TASK PROMPT: Among the entries below, please show each line that carries the word "column".

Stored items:
::::

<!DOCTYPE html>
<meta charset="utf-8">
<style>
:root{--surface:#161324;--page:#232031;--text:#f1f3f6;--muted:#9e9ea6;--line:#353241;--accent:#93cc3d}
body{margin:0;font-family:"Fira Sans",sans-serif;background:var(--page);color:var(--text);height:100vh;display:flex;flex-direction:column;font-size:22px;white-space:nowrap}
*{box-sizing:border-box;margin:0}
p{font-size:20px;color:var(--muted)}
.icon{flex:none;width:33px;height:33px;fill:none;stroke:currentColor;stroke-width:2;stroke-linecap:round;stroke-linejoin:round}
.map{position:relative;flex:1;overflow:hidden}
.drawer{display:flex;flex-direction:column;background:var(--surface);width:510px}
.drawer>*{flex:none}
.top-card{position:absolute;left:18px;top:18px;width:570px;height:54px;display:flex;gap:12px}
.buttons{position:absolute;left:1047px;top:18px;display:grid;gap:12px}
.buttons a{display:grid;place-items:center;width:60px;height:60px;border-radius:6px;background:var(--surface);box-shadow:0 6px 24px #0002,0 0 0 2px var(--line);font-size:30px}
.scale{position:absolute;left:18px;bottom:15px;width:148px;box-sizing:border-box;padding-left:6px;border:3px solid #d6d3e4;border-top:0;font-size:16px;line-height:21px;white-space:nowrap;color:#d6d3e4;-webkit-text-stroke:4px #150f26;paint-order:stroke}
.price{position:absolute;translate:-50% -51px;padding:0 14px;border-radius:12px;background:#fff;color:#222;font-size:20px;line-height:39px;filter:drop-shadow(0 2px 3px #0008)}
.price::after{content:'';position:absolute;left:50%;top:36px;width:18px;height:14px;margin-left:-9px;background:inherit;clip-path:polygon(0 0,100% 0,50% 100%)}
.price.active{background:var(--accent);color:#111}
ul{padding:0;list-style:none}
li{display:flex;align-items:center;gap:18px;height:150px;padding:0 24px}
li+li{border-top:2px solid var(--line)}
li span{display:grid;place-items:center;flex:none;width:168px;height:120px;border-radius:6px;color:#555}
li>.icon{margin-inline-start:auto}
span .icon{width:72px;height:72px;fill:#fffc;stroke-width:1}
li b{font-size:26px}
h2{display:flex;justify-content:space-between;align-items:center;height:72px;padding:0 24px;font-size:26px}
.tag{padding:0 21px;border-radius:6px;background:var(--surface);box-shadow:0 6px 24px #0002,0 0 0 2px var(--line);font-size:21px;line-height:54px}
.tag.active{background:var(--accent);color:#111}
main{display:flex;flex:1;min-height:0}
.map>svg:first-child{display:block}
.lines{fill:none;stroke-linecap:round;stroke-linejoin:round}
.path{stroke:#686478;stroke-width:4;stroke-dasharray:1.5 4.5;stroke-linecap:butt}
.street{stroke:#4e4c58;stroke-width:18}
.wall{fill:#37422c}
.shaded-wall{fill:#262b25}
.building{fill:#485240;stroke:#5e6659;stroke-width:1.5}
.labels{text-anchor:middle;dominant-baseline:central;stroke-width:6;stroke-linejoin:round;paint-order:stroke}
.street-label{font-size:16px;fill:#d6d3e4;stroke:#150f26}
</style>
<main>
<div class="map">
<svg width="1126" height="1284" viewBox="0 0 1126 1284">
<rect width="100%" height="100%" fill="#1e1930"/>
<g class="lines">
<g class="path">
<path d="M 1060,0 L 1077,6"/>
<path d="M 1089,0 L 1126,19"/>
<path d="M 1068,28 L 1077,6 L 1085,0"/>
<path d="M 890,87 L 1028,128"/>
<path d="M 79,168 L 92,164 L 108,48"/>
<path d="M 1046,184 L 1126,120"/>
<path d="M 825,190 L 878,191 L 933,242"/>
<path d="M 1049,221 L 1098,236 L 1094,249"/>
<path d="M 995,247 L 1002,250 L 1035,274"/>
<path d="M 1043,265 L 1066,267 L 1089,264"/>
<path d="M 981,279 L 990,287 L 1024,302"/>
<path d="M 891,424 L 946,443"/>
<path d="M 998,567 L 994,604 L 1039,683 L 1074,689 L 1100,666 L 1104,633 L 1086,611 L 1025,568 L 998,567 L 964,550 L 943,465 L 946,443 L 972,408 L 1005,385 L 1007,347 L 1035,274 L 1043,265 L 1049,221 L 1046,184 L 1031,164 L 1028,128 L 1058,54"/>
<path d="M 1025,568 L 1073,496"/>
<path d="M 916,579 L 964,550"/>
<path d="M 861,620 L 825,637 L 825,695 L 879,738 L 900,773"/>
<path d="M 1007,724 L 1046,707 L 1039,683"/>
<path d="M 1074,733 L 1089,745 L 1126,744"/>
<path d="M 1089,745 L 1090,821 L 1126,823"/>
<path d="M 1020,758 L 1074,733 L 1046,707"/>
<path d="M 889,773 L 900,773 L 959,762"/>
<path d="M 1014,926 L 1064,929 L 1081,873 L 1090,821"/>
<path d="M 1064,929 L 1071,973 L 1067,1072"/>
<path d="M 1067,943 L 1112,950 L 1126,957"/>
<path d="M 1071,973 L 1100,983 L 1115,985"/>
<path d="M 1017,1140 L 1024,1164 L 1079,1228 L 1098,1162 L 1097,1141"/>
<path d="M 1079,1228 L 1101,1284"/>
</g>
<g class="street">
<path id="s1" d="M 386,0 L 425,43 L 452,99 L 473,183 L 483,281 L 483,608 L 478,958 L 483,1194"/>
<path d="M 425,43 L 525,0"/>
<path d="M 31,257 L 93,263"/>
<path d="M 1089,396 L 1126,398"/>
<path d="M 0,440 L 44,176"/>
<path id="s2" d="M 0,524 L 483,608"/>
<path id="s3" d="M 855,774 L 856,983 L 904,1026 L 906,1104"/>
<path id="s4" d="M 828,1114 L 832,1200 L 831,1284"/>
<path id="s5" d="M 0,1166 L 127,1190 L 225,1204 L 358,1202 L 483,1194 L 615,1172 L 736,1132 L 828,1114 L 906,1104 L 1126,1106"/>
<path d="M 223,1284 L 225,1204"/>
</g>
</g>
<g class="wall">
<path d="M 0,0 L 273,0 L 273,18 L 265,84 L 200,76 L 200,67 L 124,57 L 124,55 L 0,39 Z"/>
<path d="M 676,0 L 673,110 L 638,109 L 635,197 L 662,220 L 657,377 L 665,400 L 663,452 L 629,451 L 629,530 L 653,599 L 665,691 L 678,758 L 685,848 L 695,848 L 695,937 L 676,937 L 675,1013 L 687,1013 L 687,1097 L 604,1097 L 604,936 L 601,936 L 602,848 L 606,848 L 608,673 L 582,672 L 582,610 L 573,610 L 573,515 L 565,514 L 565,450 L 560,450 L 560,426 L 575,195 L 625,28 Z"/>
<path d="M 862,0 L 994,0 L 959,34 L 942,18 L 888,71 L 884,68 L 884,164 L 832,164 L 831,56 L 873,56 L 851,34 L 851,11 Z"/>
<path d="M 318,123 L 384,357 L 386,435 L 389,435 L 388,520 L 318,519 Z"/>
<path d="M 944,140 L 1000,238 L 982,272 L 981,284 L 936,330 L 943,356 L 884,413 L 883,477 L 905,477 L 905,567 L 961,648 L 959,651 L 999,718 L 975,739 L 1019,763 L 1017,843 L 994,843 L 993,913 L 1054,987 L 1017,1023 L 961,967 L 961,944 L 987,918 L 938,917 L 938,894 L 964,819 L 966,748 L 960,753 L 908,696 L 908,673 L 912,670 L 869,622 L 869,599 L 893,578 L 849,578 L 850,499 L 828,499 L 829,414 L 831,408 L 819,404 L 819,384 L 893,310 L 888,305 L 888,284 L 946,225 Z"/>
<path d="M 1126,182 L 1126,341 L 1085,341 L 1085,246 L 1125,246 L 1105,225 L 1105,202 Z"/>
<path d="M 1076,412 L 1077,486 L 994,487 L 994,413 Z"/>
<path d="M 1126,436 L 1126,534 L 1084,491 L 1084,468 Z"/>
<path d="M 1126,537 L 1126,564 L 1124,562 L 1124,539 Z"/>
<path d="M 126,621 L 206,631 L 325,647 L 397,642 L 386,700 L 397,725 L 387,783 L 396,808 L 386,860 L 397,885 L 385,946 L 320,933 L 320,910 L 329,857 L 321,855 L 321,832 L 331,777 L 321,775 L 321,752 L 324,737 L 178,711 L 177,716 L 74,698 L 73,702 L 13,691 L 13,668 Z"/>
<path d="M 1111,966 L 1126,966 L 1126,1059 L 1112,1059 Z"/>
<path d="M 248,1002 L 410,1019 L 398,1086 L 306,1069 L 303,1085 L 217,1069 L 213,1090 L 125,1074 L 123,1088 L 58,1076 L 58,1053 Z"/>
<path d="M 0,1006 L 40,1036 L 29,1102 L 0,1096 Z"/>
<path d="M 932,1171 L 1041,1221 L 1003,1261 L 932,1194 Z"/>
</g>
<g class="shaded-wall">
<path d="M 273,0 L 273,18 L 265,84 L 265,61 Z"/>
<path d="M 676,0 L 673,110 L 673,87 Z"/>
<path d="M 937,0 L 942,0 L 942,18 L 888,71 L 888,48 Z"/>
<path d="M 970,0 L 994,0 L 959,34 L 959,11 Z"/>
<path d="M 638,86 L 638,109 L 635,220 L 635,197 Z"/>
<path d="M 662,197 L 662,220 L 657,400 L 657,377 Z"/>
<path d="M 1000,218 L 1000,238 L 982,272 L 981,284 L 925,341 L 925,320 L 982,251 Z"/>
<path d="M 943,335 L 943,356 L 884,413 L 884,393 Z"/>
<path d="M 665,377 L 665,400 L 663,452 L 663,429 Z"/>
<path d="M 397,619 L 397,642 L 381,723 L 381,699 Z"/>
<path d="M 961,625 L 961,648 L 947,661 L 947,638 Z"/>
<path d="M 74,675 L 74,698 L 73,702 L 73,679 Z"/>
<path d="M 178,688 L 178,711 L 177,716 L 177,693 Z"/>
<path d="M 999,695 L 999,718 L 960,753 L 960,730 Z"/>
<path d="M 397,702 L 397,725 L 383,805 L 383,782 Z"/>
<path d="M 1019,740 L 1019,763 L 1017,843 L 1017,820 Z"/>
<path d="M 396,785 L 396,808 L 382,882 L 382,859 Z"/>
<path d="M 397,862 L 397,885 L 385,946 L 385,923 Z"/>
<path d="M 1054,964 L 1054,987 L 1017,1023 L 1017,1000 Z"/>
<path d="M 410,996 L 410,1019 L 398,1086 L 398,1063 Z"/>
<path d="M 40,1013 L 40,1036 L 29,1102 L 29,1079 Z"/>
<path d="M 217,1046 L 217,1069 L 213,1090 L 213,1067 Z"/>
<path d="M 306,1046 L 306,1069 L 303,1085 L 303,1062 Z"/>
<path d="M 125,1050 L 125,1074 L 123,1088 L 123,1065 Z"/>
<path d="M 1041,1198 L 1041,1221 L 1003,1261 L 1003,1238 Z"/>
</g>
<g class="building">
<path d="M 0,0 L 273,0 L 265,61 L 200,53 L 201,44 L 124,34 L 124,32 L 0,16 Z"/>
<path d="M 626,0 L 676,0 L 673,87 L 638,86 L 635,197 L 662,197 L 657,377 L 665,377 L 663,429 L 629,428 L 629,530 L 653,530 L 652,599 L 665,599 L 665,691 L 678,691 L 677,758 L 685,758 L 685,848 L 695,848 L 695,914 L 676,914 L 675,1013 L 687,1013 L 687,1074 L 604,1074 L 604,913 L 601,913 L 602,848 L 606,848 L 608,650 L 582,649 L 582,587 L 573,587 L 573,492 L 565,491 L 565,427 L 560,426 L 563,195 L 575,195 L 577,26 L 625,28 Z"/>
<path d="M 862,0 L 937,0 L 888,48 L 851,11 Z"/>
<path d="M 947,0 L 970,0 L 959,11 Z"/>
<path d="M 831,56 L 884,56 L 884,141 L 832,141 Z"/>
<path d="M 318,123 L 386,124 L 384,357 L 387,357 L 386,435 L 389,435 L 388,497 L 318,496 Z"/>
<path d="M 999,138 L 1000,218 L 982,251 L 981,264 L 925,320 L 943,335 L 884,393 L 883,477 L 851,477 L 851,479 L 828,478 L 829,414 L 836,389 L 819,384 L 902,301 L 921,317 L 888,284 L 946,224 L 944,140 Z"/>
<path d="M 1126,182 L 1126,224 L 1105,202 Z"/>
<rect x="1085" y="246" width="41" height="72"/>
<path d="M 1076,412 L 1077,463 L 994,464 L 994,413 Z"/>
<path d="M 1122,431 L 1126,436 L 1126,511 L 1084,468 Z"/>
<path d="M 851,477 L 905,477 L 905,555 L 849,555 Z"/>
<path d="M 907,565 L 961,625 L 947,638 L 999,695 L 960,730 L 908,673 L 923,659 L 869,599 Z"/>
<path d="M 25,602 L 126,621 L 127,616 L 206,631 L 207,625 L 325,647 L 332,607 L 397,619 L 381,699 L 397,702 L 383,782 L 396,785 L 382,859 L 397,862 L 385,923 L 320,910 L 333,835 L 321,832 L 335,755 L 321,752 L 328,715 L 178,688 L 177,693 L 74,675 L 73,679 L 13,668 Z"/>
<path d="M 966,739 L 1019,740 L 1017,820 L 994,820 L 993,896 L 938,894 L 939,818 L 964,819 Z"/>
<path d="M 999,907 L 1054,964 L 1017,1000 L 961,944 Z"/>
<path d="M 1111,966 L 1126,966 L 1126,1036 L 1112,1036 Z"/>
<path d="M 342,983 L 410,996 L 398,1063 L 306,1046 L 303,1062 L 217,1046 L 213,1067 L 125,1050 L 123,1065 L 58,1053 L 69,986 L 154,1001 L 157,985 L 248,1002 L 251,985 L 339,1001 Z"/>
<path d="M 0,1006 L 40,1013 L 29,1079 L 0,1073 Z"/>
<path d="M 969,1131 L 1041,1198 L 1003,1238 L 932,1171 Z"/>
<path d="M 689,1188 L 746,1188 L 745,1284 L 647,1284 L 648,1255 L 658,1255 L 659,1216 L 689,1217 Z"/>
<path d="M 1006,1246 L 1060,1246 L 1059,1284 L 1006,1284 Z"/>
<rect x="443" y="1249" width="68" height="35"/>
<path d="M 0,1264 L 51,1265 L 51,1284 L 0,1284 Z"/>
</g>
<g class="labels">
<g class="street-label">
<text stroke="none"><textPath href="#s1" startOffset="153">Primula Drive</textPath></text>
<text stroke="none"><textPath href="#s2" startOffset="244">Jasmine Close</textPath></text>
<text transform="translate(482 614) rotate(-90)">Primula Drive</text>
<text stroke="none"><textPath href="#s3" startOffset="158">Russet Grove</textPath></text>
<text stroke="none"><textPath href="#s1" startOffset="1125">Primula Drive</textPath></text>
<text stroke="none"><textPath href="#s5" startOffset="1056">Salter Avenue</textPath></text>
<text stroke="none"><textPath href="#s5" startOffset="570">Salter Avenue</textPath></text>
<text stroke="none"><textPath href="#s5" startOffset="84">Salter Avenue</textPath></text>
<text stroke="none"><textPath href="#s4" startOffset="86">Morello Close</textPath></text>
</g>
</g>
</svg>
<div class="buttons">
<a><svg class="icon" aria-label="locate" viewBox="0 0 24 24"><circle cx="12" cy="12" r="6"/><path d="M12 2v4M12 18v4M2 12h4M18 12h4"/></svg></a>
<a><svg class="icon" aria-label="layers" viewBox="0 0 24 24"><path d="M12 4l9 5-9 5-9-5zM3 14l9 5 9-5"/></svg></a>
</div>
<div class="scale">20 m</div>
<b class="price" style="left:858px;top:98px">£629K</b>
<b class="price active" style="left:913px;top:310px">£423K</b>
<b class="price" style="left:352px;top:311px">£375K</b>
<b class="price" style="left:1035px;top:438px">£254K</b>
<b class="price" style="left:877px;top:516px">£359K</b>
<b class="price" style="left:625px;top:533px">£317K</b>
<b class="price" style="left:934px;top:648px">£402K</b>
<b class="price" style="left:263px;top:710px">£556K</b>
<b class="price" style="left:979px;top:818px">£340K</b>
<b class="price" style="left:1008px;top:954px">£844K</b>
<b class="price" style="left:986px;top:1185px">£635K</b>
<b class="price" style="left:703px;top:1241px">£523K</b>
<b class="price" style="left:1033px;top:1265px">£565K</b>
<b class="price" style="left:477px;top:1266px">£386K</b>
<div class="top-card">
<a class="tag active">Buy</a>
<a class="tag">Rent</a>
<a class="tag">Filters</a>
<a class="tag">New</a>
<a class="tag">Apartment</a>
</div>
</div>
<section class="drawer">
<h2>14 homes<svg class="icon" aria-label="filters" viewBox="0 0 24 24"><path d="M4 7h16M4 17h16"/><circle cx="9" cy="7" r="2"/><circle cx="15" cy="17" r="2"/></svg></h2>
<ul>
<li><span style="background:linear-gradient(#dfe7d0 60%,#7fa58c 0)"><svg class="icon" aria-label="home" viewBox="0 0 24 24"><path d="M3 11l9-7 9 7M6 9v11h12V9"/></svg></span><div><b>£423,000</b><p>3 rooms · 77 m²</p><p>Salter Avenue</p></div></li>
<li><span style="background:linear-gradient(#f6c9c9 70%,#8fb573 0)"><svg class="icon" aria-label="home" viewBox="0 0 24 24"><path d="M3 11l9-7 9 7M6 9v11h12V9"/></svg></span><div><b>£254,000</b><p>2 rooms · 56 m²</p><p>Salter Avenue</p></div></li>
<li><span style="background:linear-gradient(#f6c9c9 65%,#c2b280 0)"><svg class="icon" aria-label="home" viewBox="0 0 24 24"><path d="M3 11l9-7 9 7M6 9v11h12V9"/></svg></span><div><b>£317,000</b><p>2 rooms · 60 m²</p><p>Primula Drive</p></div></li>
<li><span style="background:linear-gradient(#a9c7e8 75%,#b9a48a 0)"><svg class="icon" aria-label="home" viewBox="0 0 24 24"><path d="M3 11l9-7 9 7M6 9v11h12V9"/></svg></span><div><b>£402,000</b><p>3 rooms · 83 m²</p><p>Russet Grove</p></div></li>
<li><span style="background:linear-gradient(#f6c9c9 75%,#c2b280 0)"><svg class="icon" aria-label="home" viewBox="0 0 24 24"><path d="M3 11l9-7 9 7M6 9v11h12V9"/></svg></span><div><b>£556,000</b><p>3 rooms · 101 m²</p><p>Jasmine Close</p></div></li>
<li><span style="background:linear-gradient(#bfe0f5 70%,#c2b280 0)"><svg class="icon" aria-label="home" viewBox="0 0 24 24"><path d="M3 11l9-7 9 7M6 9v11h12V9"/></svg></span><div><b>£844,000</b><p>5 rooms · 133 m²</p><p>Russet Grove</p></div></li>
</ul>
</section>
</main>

::::

SOLUTION FOR THIS PROBLEM:
body{margin:0;font-family:"Fira Sans",sans-serif;background:var(--page);color:var(--text);height:100vh;display:flex;flex-direction:column;font-size:22px;white-space:nowrap}
.drawer{display:flex;flex-direction:column;background:var(--surface);width:510px}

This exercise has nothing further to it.